Fortunately after the Mile 11 marker there’s a long flat stretch (it was a huge relief to take the 13.1 split instead of 26.2!) then a downhill to the Mile 12 marker. A couple with a dog held a sign that said “Puppy hugs!” so of course we stopped. On the bridge over Lamar, my 13-year old was waiting, and he tried to distract her as we launched ourselves up the last Enfield hill, then tried to run a bit downhill and around the last few turns. I know she was in a ridiculous amount of pain, but she kept putting one foot in front of the other. Across Lavaca, right turn on Colorado. Past the Capitol, past the Governor’s Mansion, and left on 11th.
Then the final turn onto Congress Avenue, a little more than one city block to go. Cheering spectators lined the barricades. We crossed the timing mats and I turned to congratulate Kim. She started yelling, all kinds of pissed off. I thought maybe she was just angry-emotional after finishing such a tough race? But no. Some woman came out of nowhere and jammed between her and the right side of the finish line archway thing. Which did not actually have room for another human. So she hit Kim’s right arm.
Why this woman didn’t pass on my left where a full traffic lane was practically empty, I don’t know. But her bump caused excruciating pain that made Kim stop and lean on the barricade (and yell some colorful language). A medic guy was standing right there, and I explained what happened. Another medic approached with a wheelchair and they took her away.
I got medals and took hers to the tent but they wouldn’t let me in. They promised they’d give it to her, so all I could do was wait.
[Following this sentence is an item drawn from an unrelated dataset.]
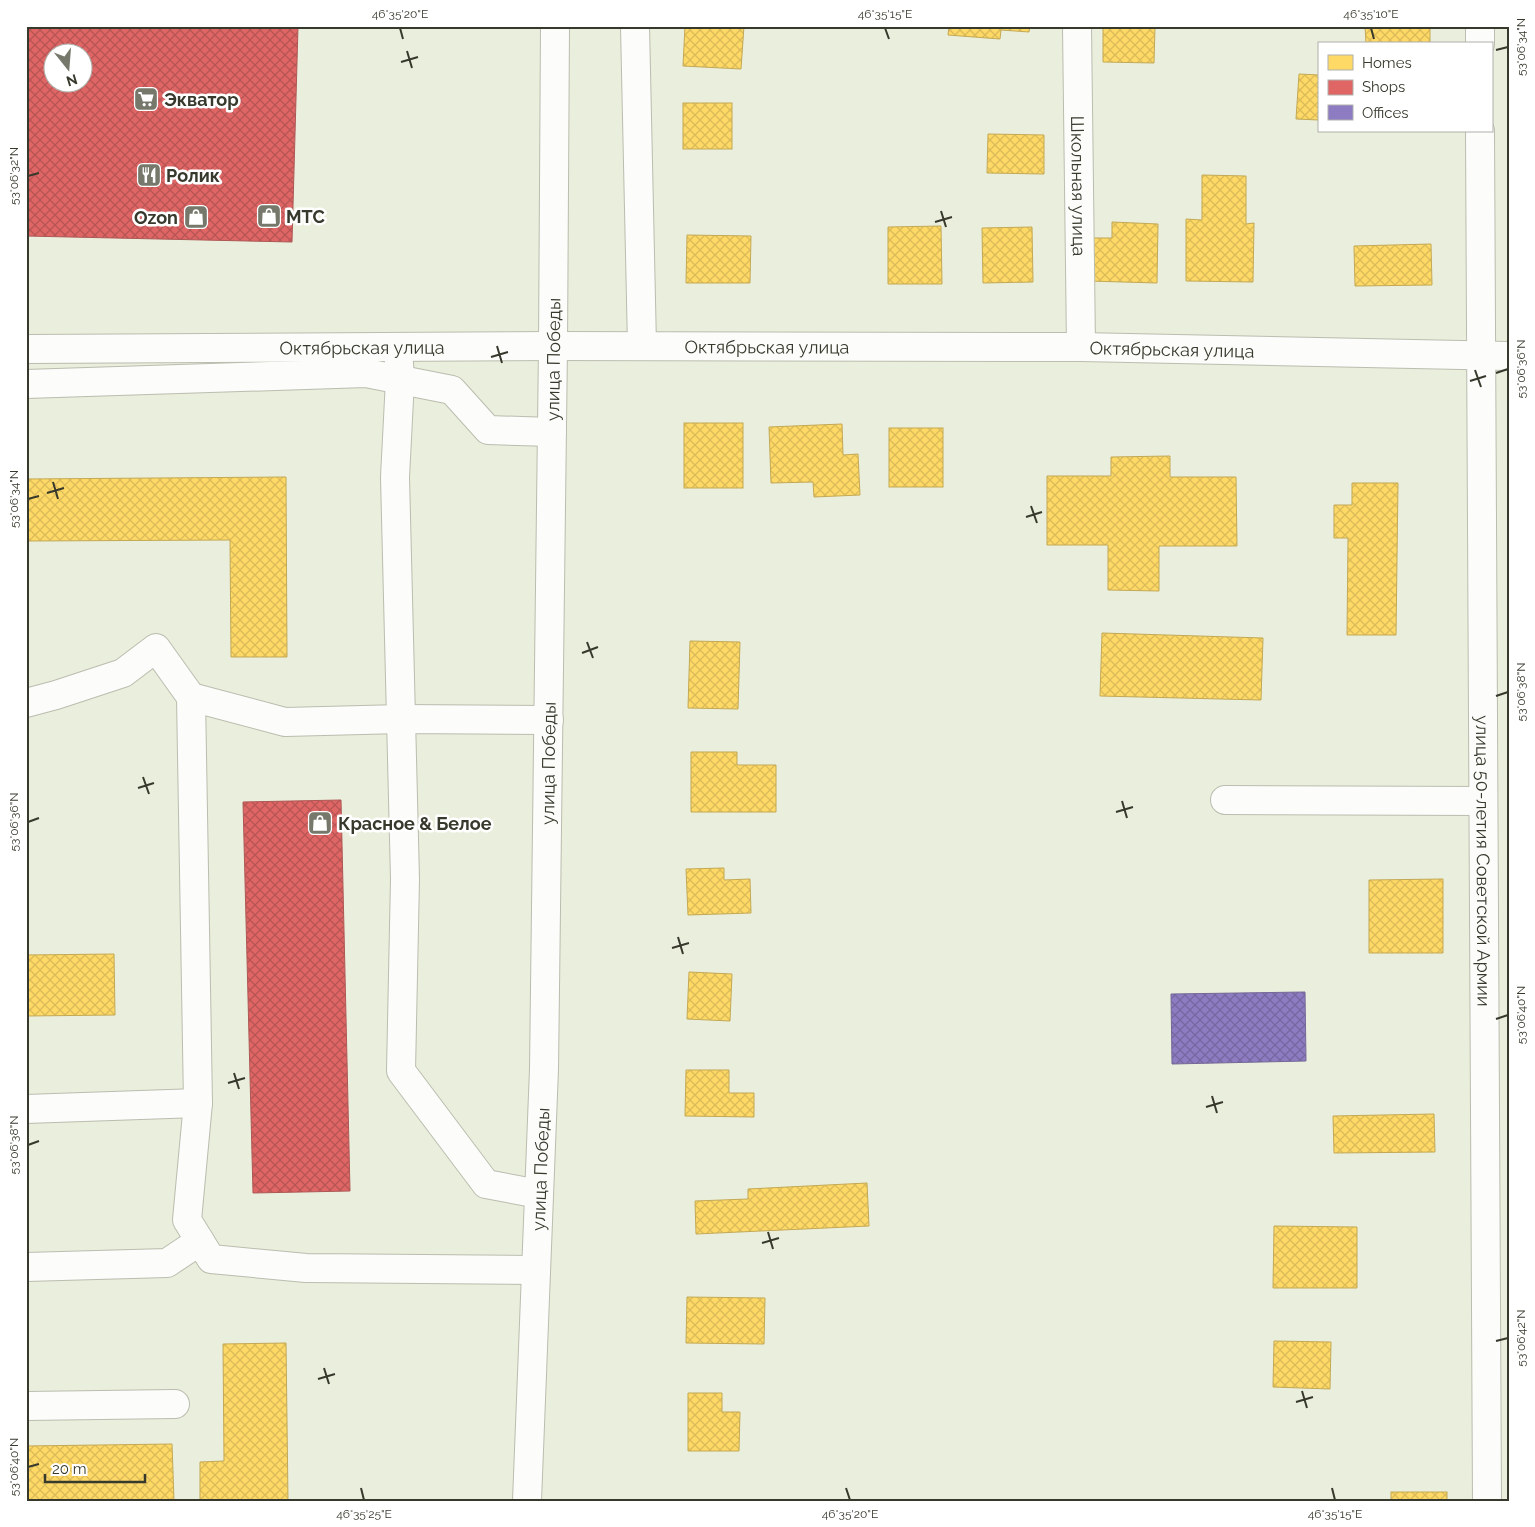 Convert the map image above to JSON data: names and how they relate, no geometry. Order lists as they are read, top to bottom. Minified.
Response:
{"streets":{"street":["Школьная улица","Октябрьская улица","улица Победы","улица 50-летия Советской Армии"]},"crossings":[["Школьная улица","Октябрьская улица"],["Октябрьская улица","улица Победы"],["Октябрьская улица","улица 50-летия Советской Армии"]],"places":{"supermarket":["Экватор"],"restaurant":["Ролик"],"shop":["МТС","Ozon","Красное & Белое"]},"legend":["Homes","Shops","Offices"],"scale_bar":"20 m","north":"bottom","coordinates":["46°35'20\"E","46°35'15\"E","46°35'10\"E","53°06'34\"N","53°06'32\"N","53°06'36\"N","53°06'38\"N","53°06'40\"N","53°06'42\"N","46°35'25\"E"]}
I texted Sara to let her know what was going on, then I picked up food and water, skipped the official race photo, then met my family at the exit. We circled back around to find her, but privacy rules meant they couldn’t tell me anything other than whether she was inside. I already knew the answer to that, and I tried to explain that she’s from out of town and I didn’t want to leave her alone. But then she came out with ice on her arm and looked a bit better.
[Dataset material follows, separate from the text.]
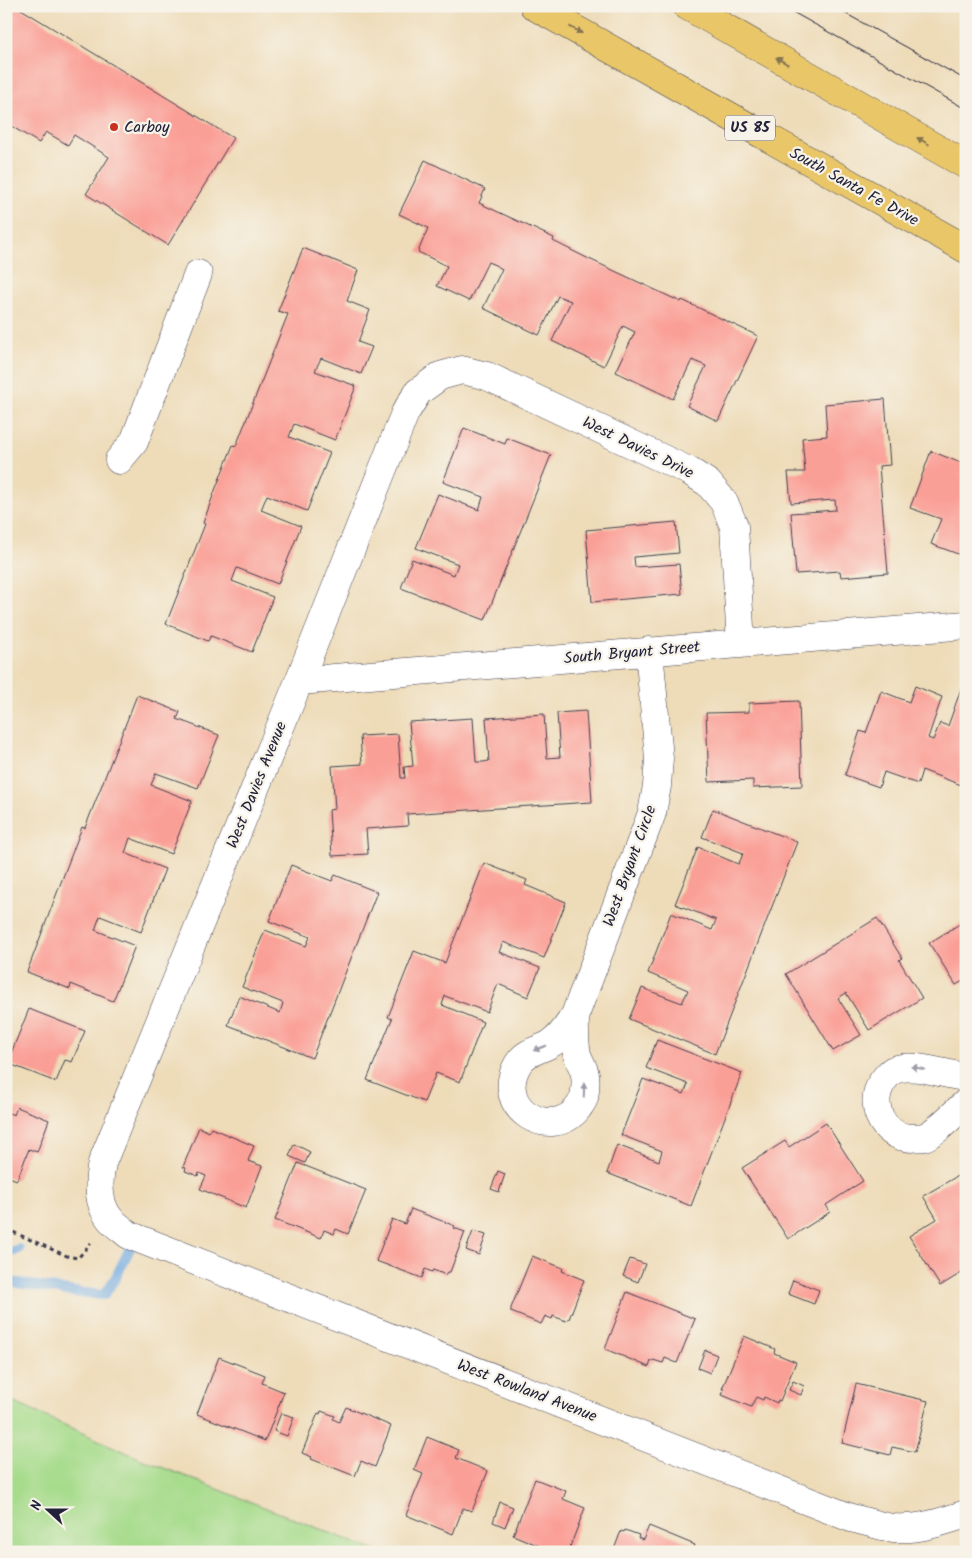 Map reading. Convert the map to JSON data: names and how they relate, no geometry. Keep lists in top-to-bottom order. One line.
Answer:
{"streets":{"highway":["US 85","South Santa Fe Drive"],"street":["West Davies Drive","South Bryant Street","West Davies Avenue","West Bryant Circle","West Rowland Avenue"]},"crossings":[["West Davies Drive","South Bryant Street"],["West Davies Drive","West Davies Avenue"],["South Bryant Street","West Davies Avenue"],["South Bryant Street","West Bryant Circle"],["West Davies Avenue","West Rowland Avenue"]],"places":["Carboy"],"north":"left"} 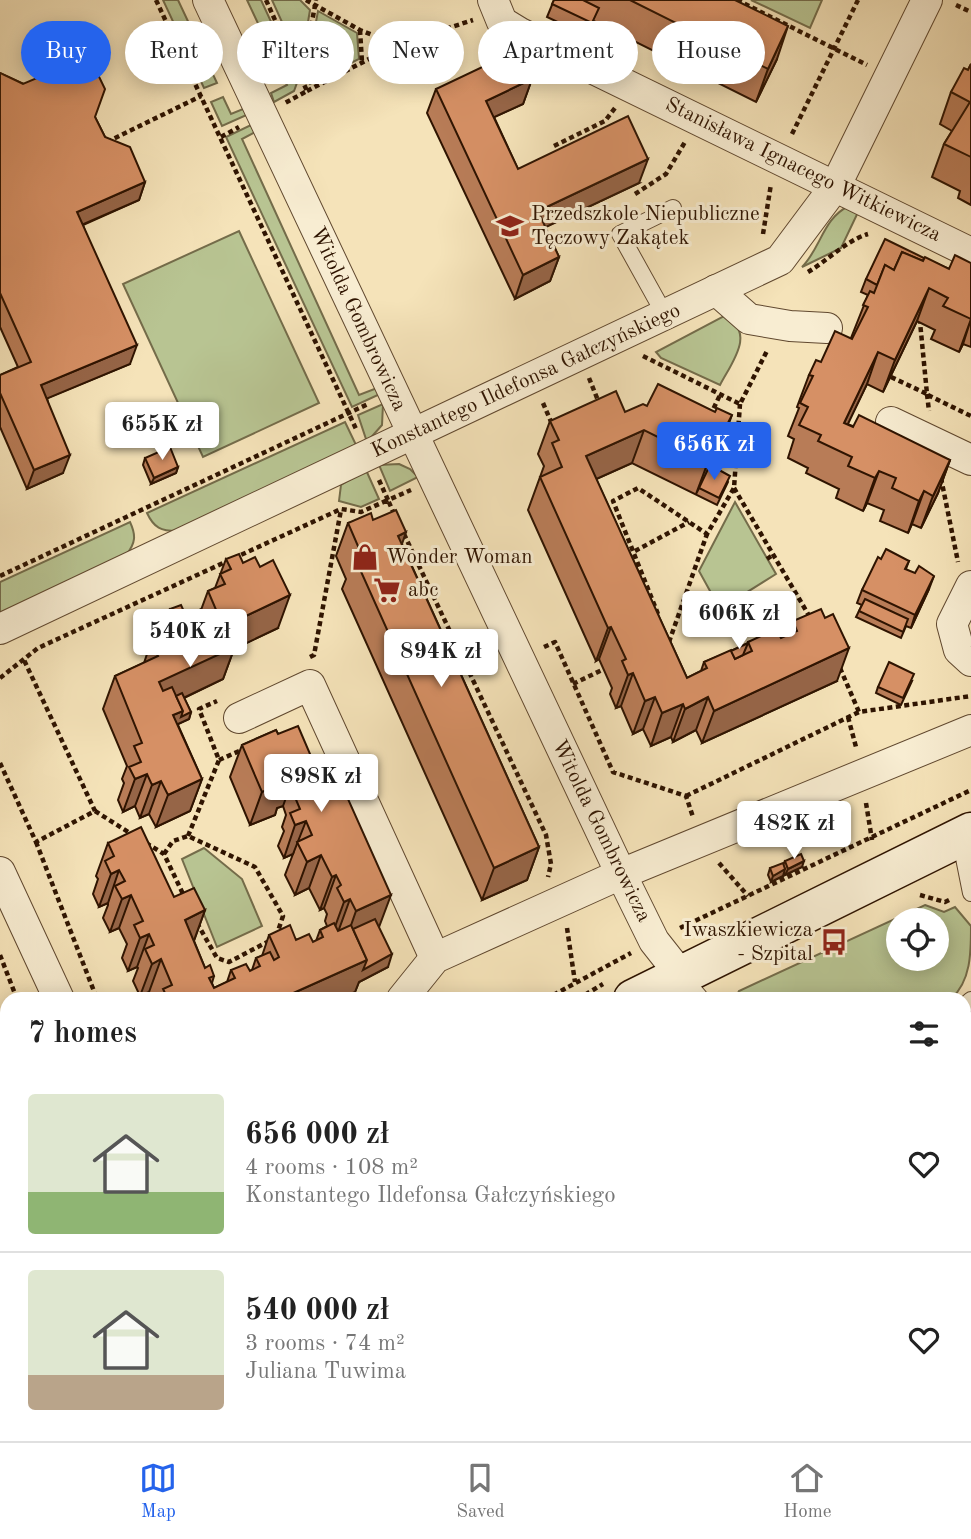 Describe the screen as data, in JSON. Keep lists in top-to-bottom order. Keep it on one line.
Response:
{"streets":{"street":["Stanisława Ignacego Witkiewicza","Witolda Gombrowicza","Konstantego Ildefonsa Gałczyńskiego"]},"crossings":[["Stanisława Ignacego Witkiewicza","Konstantego Ildefonsa Gałczyńskiego"],["Witolda Gombrowicza","Konstantego Ildefonsa Gałczyńskiego"]],"places":{"school or university":["Przedszkole Niepubliczne Tęczowy Zakątek"],"shop":["Wonder Woman"],"supermarket":["abc"],"bus stop":["Iwaszkiewicza - Szpital"]},"page":{"chip":["Buy","Rent","Filters","New","Apartment","House"],"price":["655K zł","656K zł","606K zł","540K zł","894K zł","898K zł","482K zł"],"heading":"7 homes","list":[{"name":"656 000 zł","note":"4 rooms · 108 m² · Konstantego Ildefonsa Gałczyńskiego"},{"name":"540 000 zł","note":"3 rooms · 74 m² · Juliana Tuwima"}],"tabs":["Map","Saved","Home"]}}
They had fixed her up with ice—she said they were really efficient and kind—and helped her perk up enough to kick into nurse mode and let another runner squeeze her (left) hand when her blisters needed lancing. Another great thing was that when she left the medical area, she was deposited right back into the finisher chute to collect medals and food, and to take photos. I had gotten her a medal because I was afraid she wouldn’t get one, but my fears were completely unfounded.
We retrieved our gear-checked stuff and found Sara and John at–no surprise–the beer garden, along with some Rogue friends. After her two free beers and a change of shirt, Kim was much more cheerful. So we headed out for Mexican Food Recovery at El Arroyo. Enchiladas and a margarita FTW!
Considering the warm, humid conditions and our combined injury/undertraining situations, I’m not displeased with my time. Water and Nuun (and volunteers!) were plentiful on the course—a couple of times I thought, “Wow, another water stop already?” With the weather, I know frequent water stops made a huge difference.
I still don’t intend to run this race again, but that has everything to do with my dislike of hilly courses rather than the event itself. I love the way the race finishes in front of the Capitol, and it’s a well-organized, well-supported race. They need to do something about their app’s course map though. Mile 32 looks pretty tough.